-1

avro deserialize function expects bytes in a list and fails while applying on a data frame. Only works with collect() but driver/master is running out of memory

Using spark version 2.3.3 with python 3.6.8 dataframe is being created from Hive table select which has avro serialized message. Then I am using https://github.com/Landoop/python-serializers.git since it supports avro deserialize using confluent schema registry on python 3.x

Tried applying the deserialize function on dataframe and it fails.

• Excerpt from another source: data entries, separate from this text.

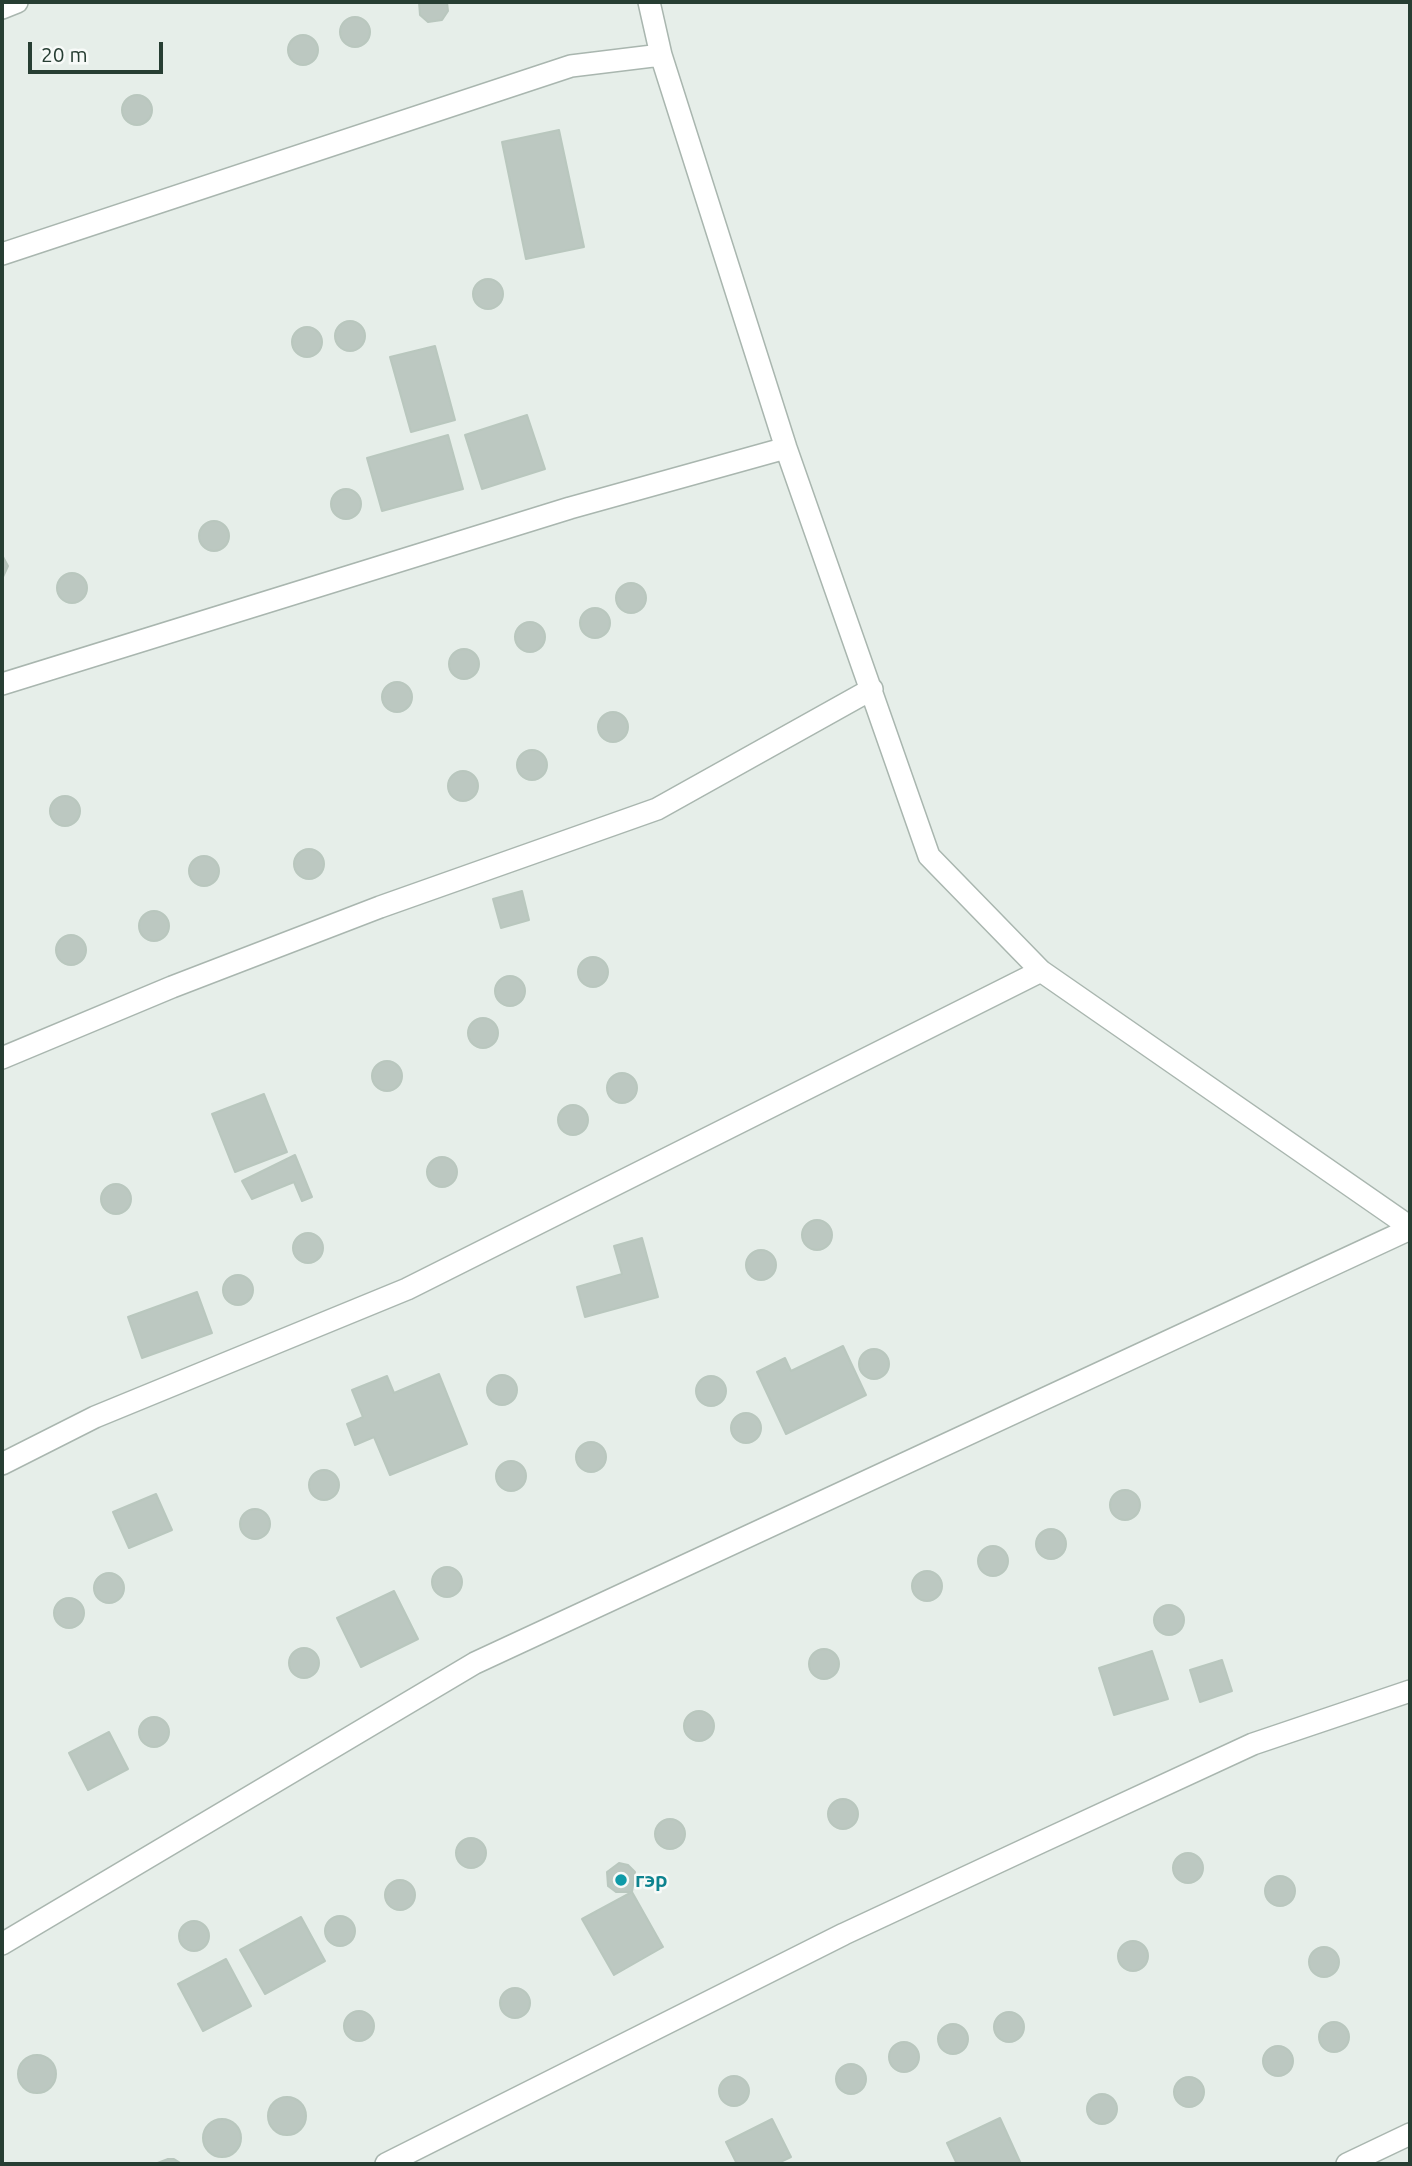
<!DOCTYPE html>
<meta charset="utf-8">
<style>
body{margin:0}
#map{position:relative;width:1412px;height:2166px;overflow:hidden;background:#e6eee9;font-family:Ubuntu,sans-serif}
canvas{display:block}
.frame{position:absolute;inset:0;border:4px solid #273e33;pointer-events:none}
.scale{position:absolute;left:28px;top:42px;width:135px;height:32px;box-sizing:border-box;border:4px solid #273e33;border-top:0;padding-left:9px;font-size:21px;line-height:24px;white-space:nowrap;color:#273e33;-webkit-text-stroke:5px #f7faf8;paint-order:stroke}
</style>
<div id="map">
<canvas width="1412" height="2166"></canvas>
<div class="frame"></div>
<div class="scale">20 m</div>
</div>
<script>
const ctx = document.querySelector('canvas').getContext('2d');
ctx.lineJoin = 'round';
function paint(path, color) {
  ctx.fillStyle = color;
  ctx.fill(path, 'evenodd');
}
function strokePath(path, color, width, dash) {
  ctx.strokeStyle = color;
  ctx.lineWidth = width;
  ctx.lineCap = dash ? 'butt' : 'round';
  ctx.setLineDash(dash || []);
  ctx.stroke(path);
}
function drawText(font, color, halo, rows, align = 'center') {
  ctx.font = font + ' Ubuntu,sans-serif';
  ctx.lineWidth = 5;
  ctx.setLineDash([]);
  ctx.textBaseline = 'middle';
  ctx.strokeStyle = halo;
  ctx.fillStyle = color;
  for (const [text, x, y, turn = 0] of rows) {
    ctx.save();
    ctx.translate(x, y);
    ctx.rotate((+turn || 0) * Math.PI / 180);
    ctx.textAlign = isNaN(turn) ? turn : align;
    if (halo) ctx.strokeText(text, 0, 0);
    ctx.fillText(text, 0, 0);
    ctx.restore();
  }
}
const building = new Path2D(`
 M419,2H447L448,11L442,20L428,22L420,15Z
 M340 32a15 15 0 1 1 30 0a15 15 0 1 1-30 0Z
 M288 50a15 15 0 1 1 30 0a15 15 0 1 1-30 0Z
 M122 110a15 15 0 1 1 30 0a15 15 0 1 1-30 0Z
 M559,130L584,247L526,259L502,142Z
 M473 294a15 15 0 1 1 30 0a15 15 0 1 1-30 0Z
 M335 336a15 15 0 1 1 30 0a15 15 0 1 1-30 0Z
 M292 342a15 15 0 1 1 30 0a15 15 0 1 1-30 0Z
 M435,346L455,420L411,432L390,357Z
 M527,415L545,469L482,489L465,435Z
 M448,435L463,489L382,511L367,458Z
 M331 504a15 15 0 1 1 30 0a15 15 0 1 1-30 0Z
 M199 536a15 15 0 1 1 30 0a15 15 0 1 1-30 0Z
 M2,555L8,566L2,579Z
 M57 588a15 15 0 1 1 30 0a15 15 0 1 1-30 0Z
 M616 598a15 15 0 1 1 30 0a15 15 0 1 1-30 0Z
 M580 623a15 15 0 1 1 30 0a15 15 0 1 1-30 0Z
 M515 637a15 15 0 1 1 30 0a15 15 0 1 1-30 0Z
 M449 664a15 15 0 1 1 30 0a15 15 0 1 1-30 0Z
 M382 697a15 15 0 1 1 30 0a15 15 0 1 1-30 0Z
 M598 727a15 15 0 1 1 30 0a15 15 0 1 1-30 0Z
 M517 765a15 15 0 1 1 30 0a15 15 0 1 1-30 0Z
 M448 786a15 15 0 1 1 30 0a15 15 0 1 1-30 0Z
 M50 811a15 15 0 1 1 30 0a15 15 0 1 1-30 0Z
 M294 864a15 15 0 1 1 30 0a15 15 0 1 1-30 0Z
 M189 871a15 15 0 1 1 30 0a15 15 0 1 1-30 0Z
 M522,891L529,920L501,928L493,899Z
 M139 926a15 15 0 1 1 30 0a15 15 0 1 1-30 0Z
 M56 950a15 15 0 1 1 30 0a15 15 0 1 1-30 0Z
 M578 972a15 15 0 1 1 30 0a15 15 0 1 1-30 0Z
 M495 991a15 15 0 1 1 30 0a15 15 0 1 1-30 0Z
 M468 1033a15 15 0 1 1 30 0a15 15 0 1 1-30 0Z
 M372 1076a15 15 0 1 1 30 0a15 15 0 1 1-30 0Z
 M607 1088a15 15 0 1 1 30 0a15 15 0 1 1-30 0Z
 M264,1094L287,1152L235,1172L212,1114Z
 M558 1120a15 15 0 1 1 30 0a15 15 0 1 1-30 0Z
 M295,1155L312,1197L302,1201L294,1182L252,1199L242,1181Z
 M427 1172a15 15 0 1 1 30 0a15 15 0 1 1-30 0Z
 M101 1199a15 15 0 1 1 30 0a15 15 0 1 1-30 0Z
 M802 1235a15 15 0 1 1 30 0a15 15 0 1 1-30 0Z
 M293 1248a15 15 0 1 1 30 0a15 15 0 1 1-30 0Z
 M642,1238L658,1297L585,1317L577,1287L622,1274L614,1246Z
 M746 1265a15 15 0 1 1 30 0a15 15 0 1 1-30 0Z
 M223 1290a15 15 0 1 1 30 0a15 15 0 1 1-30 0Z
 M197,1292L212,1333L142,1358L128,1317Z
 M843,1346L866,1395L786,1434L757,1372L785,1358L791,1371Z
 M859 1364a15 15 0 1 1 30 0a15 15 0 1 1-30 0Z
 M439,1374L467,1444L390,1475L374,1437L355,1445L347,1424L363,1417L352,1390L387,1376L394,1393Z
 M487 1390a15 15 0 1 1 30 0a15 15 0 1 1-30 0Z
 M696 1391a15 15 0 1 1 30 0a15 15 0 1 1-30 0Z
 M731 1428a15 15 0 1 1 30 0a15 15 0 1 1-30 0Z
 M576 1457a15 15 0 1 1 30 0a15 15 0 1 1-30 0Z
 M496 1476a15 15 0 1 1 30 0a15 15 0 1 1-30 0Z
 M309 1485a15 15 0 1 1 30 0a15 15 0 1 1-30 0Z
 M1110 1505a15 15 0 1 1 30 0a15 15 0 1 1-30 0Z
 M156,1494L172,1530L129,1548L113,1512Z
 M240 1524a15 15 0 1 1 30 0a15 15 0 1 1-30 0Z
 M1036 1544a15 15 0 1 1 30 0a15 15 0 1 1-30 0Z
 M978 1561a15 15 0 1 1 30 0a15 15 0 1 1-30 0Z
 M432 1582a15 15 0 1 1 30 0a15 15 0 1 1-30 0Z
 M912 1586a15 15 0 1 1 30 0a15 15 0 1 1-30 0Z
 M94 1588a15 15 0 1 1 30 0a15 15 0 1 1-30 0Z
 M394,1591L418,1639L361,1667L337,1618Z
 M54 1613a15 15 0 1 1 30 0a15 15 0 1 1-30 0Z
 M1154 1620a15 15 0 1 1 30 0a15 15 0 1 1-30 0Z
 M289 1663a15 15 0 1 1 30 0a15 15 0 1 1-30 0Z
 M809 1664a15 15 0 1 1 30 0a15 15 0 1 1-30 0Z
 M1152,1651L1168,1699L1114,1715L1099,1668Z
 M1222,1660L1232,1691L1200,1702L1190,1670Z
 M684 1726a15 15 0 1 1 30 0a15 15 0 1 1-30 0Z
 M139 1732a15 15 0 1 1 30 0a15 15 0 1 1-30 0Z
 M109,1732L128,1769L88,1790L69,1753Z
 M828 1814a15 15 0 1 1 30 0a15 15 0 1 1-30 0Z
 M655 1834a15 15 0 1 1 30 0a15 15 0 1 1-30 0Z
 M456 1853a15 15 0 1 1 30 0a15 15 0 1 1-30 0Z
 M1173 1868a15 15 0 1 1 30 0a15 15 0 1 1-30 0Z
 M619,1863L628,1865L635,1872L632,1892H616L608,1886L607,1872Z
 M1265 1891a15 15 0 1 1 30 0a15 15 0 1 1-30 0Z
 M385 1895a15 15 0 1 1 30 0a15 15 0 1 1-30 0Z
 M632,1892L663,1947L614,1975L582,1919Z
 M325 1931a15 15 0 1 1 30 0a15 15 0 1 1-30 0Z
 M301,1917L325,1961L265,1994L240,1950Z
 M179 1936a15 15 0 1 1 30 0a15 15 0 1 1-30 0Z
 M1118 1956a15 15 0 1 1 30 0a15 15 0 1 1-30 0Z
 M1309 1962a15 15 0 1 1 30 0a15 15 0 1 1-30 0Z
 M226,1959L251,2006L203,2031L178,1984Z
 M500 2003a15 15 0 1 1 30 0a15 15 0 1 1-30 0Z
 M344 2026a15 15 0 1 1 30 0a15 15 0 1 1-30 0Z
 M994 2027a15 15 0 1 1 30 0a15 15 0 1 1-30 0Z
 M1319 2037a15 15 0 1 1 30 0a15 15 0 1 1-30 0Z
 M938 2039a15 15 0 1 1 30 0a15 15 0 1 1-30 0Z
 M889 2057a15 15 0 1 1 30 0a15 15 0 1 1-30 0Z
 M1263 2061a15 15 0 1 1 30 0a15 15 0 1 1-30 0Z
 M18 2074a19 19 0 1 1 38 0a19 19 0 1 1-38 0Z
 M836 2079a15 15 0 1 1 30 0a15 15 0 1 1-30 0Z
 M719 2091a15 15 0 1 1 30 0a15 15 0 1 1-30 0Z
 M1174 2092a15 15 0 1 1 30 0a15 15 0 1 1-30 0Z
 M1087 2109a15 15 0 1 1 30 0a15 15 0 1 1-30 0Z
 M268 2116a19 19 0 1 1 38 0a19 19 0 1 1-38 0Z
 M1000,2118L1021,2164H957L947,2143Z
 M203 2138a19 19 0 1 1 38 0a19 19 0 1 1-38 0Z
 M772,2119L791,2157L776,2164H737L726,2142Z
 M168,2159H174L182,2164H155Z`);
paint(building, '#bcc8c1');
strokePath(building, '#b9c7be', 2);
const minor = new Path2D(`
 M649,2L661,55L786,448L929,856L1041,971L1410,1227
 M2,8L17,2
 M2,254L571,66L661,55
 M2,684L570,508L786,448
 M2,1058L172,987L380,907L657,809L872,689
 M2,1464L95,1417L407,1289L1041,971
 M2,1944L475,1663L1410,1229
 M386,2164L844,1934L1039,1843L1253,1744L1410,1691
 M1347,2164L1410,2134`);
strokePath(minor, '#a9b6af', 24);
strokePath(minor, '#fff', 21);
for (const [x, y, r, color] of [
 [621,1880,7,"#0f9aa8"]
]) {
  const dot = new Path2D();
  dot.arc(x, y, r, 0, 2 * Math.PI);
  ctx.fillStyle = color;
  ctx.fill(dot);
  strokePath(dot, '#f7faf8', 2.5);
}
drawText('bold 21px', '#0d838f', '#f7faf8', [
 ["гэр",635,1880]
], 'left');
</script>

Only works if I df.collect() and use for loop to deserialize every entry or works if I convert df into rdd.map and deserialize every row. Both these cases only work in test, in prod it either OOM or run forever on a 10GB hive data running on 5node 30GB,8cpu servers.

spark = SparkSession \
    .builder \
....
    .enableHiveSupport() \
    .getOrCreate()

df = spark.sql("SELECT * FROM table1")
unbase_df = df.select(unbase64(df.mycolumn1))

client = SchemaRegistryClient(url='1.2.3.4:1234')
serializer = MessageSerializer(client)

##attempt 1##FAILS##
decode_df = df.select(serializer.decode_message('mycolumn1'))
###->ERROR -> 
##attempt 2##FAILS##
decode_df_2 = df.select(serializer.decode_message(b'mycolumn1'))

##attempt 3##WORKS BUT OOM with high volume on master(drivermanager)##
unbase_collect = unbase_df.collect()
decode_list = [serializer.decode_message(msg.mycolumn1) for msg in unbase_collect]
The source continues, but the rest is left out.